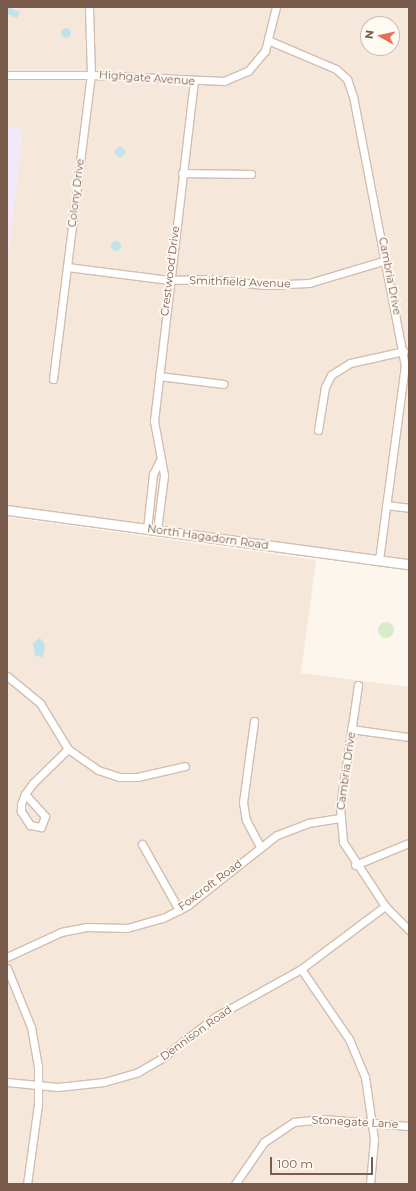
<!DOCTYPE html>
<html>
<head>
<meta charset="utf-8">
<style>
	body { margin:0 }
	#map { position:relative; width:416px; height:1191px; overflow:hidden; background:#fdf6ec; font-family:Montserrat,sans-serif }
	div>[style] { position:absolute }
	.residential>* { inset:0; background:#f5e8da }
	.education>* { inset:0; background:#f3e8fa }
	.green>* { inset:0; background:#d8ecc9 }
	.round { border-radius:50% }
	.water>* { inset:0; background:#bfe3e8 }
	.roads { filter:drop-shadow(1px 0 #d1beb0) drop-shadow(-1px 0 #d1beb0) drop-shadow(0 1px #d1beb0) drop-shadow(0 -1px #d1beb0) }
	.street>* { height:7px; margin:-3.5px; padding:0 3.5px; transform-origin:3.5px; border-radius:3.5px; background:#fff }
	.secondary>* { height:9px; margin:-4.5px; padding:0 4.5px; transform-origin:4.5px; border-radius:4.5px; background:#fff }
	span { translate:-50% -50%; white-space:nowrap; text-align:center; line-height:1.15; -webkit-text-stroke:3.5px #fffaf3; paint-order:stroke }
	.street-label { font-size:11px; color:#7a5c4d }
	.frame { position:absolute; inset:0; border:8px solid #7a5c4d; pointer-events:none }
	.north { position:absolute; left:360px; top:16px; width:40px; height:40px; box-sizing:border-box; background:#fffaf3; border:1px solid #cabbb1; border-radius:50%; rotate:278deg; font-size:11px; font-weight:700; line-height:16px; text-align:center; color:#7a5c4d }
	.north::after { content:''; display:block; margin:auto; width:14px; height:18px; background:#e76f51; clip-path:polygon(50% 0,100% 100%,50% 72%,0 100%) }
	.scale { position:absolute; left:270px; top:1157px; width:103px; height:18px; box-sizing:border-box; border:2px solid #7a5c4d; border-top:0; padding-left:5px; font-size:12px; line-height:14px; white-space:nowrap; color:#7a5c4d; -webkit-text-stroke:3px #fffaf3; paint-order:stroke }
</style>
</head>
<body>
<div id="map">
	<div class="residential">
		<i style="clip-path:polygon(evenodd,7px 7px,409px 7px,409px 564px,7px 510px,7px 7px,368px 24px,392px 24px,392px 48px,368px 48px,368px 24px)"></i>
		<i style="clip-path:polygon(7px 517px,316px 560px,301px 673px,409px 687px,409px 1184px,7px 1184px)"></i>
	</div>
	<div class="education">
		<i style="clip-path:polygon(7px 127px,23px 129px,7px 268px)"></i>
	</div>
	<div class="green">
		<i class="round" style="left:378px;top:622px;width:16px;height:16px"></i>
	</div>
	<div class="water">
		<i style="clip-path:polygon(7px 7px,20px 12px,17px 18px,7px 14px)"></i>
		<i class="round" style="left:61px;top:28px;width:10px;height:10px"></i>
		<i class="round" style="left:115px;top:147px;width:10px;height:10px"></i>
		<i class="round" style="left:111px;top:241px;width:10px;height:10px"></i>
		<i style="clip-path:polygon(40px 638px,45px 645px,43px 657px,35px 656px,33px 643px)"></i>
	</div>
	<div class="roads">
		<div class="street">
			<i style="left:270px;top:41px;width:72px;rotate:23deg"></i>
			<i style="left:336px;top:69px;width:15px;rotate:42deg"></i>
			<i style="left:347px;top:79px;width:18px;rotate:71deg"></i>
			<i style="left:353px;top:96px;width:274px;rotate:79.1deg"></i>
			<i style="left:405px;top:365px;width:198px;rotate:97.6deg"></i>
			<i style="left:7px;top:75px;width:84px"></i>
			<i style="left:91px;top:75px;width:133px;rotate:2.6deg"></i>
			<i style="left:224px;top:81px;width:26px;rotate:-23deg"></i>
			<i style="left:248px;top:71px;width:26px;rotate:-50deg"></i>
			<i style="left:265px;top:51px;width:45px;rotate:-76deg"></i>
			<i style="left:182px;top:173px;width:69px;rotate:0.8deg"></i>
			<i style="left:67px;top:267px;width:103px;rotate:7.3deg"></i>
			<i style="left:169px;top:280px;width:42px;rotate:-1.4deg"></i>
			<i style="left:211px;top:279px;width:54px;rotate:6.3deg"></i>
			<i style="left:265px;top:285px;width:44px;rotate:-2.6deg"></i>
			<i style="left:309px;top:283px;width:80px;rotate:-16.6deg"></i>
			<i style="left:159px;top:376px;width:65px;rotate:7deg"></i>
			<i style="left:53px;top:379px;width:306px;rotate:-82.9deg"></i>
			<i style="left:91px;top:75px;width:68px;rotate:-91.7deg"></i>
			<i style="left:318px;top:430px;width:44px;rotate:-80.8deg"></i>
			<i style="left:325px;top:387px;width:13px;rotate:-63deg"></i>
			<i style="left:331px;top:375px;width:22px;rotate:-32deg"></i>
			<i style="left:350px;top:363px;width:55px;rotate:-12.5deg"></i>
			<i style="left:386px;top:505px;width:23px;rotate:7deg"></i>
			<i style="left:147px;top:529px;width:55px;rotate:-83.8deg"></i>
			<i style="left:153px;top:474px;width:16px;rotate:-63deg"></i>
			<i style="left:157px;top:530px;width:55px;rotate:-82.7deg"></i>
			<i style="left:164px;top:475px;width:55px;rotate:-100.5deg"></i>
			<i style="left:154px;top:421px;width:342px;rotate:-83.3deg"></i>
			<i style="left:7px;top:676px;width:43px;rotate:39.3deg"></i>
			<i style="left:40px;top:703px;width:54px;rotate:58.7deg"></i>
			<i style="left:68px;top:749px;width:37px;rotate:35deg"></i>
			<i style="left:98px;top:770px;width:22px;rotate:18deg"></i>
			<i style="left:119px;top:777px;width:18px"></i>
			<i style="left:137px;top:777px;width:49px;rotate:-12.9deg"></i>
			<i style="left:358px;top:685px;width:123px;rotate:98.4deg"></i>
			<i style="left:340px;top:807px;width:35px;rotate:85deg"></i>
			<i style="left:343px;top:842px;width:77px;rotate:56.7deg"></i>
			<i style="left:385px;top:906px;width:34px;rotate:45deg"></i>
			<i style="left:254px;top:721px;width:82px;rotate:97.7deg"></i>
			<i style="left:243px;top:802px;width:18px;rotate:81deg"></i>
			<i style="left:246px;top:820px;width:30px;rotate:62deg"></i>
			<i style="left:351px;top:729px;width:59px;rotate:7.9deg"></i>
			<i style="left:25px;top:794px;width:30px;rotate:48deg"></i>
			<i style="left:45px;top:816px;width:12px;rotate:110deg"></i>
			<i style="left:41px;top:827px;width:11px;rotate:-170deg"></i>
			<i style="left:30px;top:825px;width:17px;rotate:-123deg"></i>
			<i style="left:21px;top:811px;width:7px;rotate:-90deg"></i>
			<i style="left:21px;top:804px;width:11px;rotate:-68deg"></i>
			<i style="left:25px;top:794px;width:14px;rotate:-54deg"></i>
			<i style="left:33px;top:783px;width:49px;rotate:-44.2deg"></i>
			<i style="left:142px;top:844px;width:76px;rotate:60.7deg"></i>
			<i style="left:355px;top:865px;width:58px;rotate:-22.2deg"></i>
			<i style="left:7px;top:957px;width:60px;rotate:-24.8deg"></i>
			<i style="left:61px;top:932px;width:26px;rotate:-11deg"></i>
			<i style="left:87px;top:927px;width:40px;rotate:1.4deg"></i>
			<i style="left:127px;top:928px;width:37px;rotate:-16deg"></i>
			<i style="left:163px;top:918px;width:28px;rotate:-27deg"></i>
			<i style="left:188px;top:905px;width:113px;rotate:-38.2deg"></i>
			<i style="left:277px;top:835px;width:33px;rotate:-21deg"></i>
			<i style="left:308px;top:823px;width:32px;rotate:-9deg"></i>
			<i style="left:7px;top:968px;width:64px;rotate:67.9deg"></i>
			<i style="left:31px;top:1027px;width:40px;rotate:80deg"></i>
			<i style="left:38px;top:1066px;width:38px;rotate:90deg"></i>
			<i style="left:38px;top:1104px;width:81px;rotate:97.8deg"></i>
			<i style="left:301px;top:969px;width:85px;rotate:55.6deg"></i>
			<i style="left:349px;top:1039px;width:41px;rotate:67.2deg"></i>
			<i style="left:365px;top:1077px;width:63px;rotate:81.7deg"></i>
			<i style="left:374px;top:1139px;width:45px;rotate:95.1deg"></i>
			<i style="left:7px;top:1082px;width:51px;rotate:5.6deg"></i>
			<i style="left:58px;top:1087px;width:46px;rotate:-6.2deg"></i>
			<i style="left:104px;top:1082px;width:35px;rotate:-16deg"></i>
			<i style="left:138px;top:1072px;width:28px;rotate:-30deg"></i>
			<i style="left:162px;top:1058px;width:67px;rotate:-37.7deg"></i>
			<i style="left:215px;top:1017px;width:98px;rotate:-29.2deg"></i>
			<i style="left:301px;top:969px;width:105px;rotate:-36.9deg"></i>
			<i style="left:235px;top:1184px;width:51px;rotate:-55.4deg"></i>
			<i style="left:264px;top:1142px;width:36px;rotate:-34deg"></i>
			<i style="left:294px;top:1122px;width:29px;rotate:-6deg"></i>
			<i style="left:323px;top:1119px;width:86px;rotate:4.7deg"></i>
		</div>
		<div class="secondary">
			<i style="left:7px;top:510px;width:406px;rotate:7.7deg"></i>
		</div>
	</div>
	<div class="street-label">
		<span style="left:147px;top:78px;rotate:4deg">Highgate Avenue</span>
		<span style="left:76px;top:193px;rotate:-83deg">Colony Drive</span>
		<span style="left:170px;top:271px;rotate:-83deg">Crestwood Drive</span>
		<span style="left:390px;top:276px;rotate:79deg">Cambria Drive</span>
		<span style="left:240px;top:282px;rotate:2deg">Smithfield Avenue</span>
		<span style="left:208px;top:537px;rotate:8deg">North Hagadorn Road</span>
		<span style="left:346px;top:771px;rotate:-82deg">Cambria Drive</span>
		<span style="left:210px;top:885px;rotate:-37deg">Foxcroft Road</span>
		<span style="left:196px;top:1033px;rotate:-36deg">Dennison Road</span>
		<span style="left:355px;top:1122px;rotate:3deg">Stonegate Lane</span>
	</div>
	<div class="frame"></div>
	<div class="north">N</div>
	<div class="scale">100 m</div>
</div>
</body>
</html>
+ + + + + + +
> Brief: In the listing above, find each line with "frame" and copy it.

> Final answer:
	.frame { position:absolute; inset:0; border:8px solid #7a5c4d; pointer-events:none }
	<div class="frame"></div>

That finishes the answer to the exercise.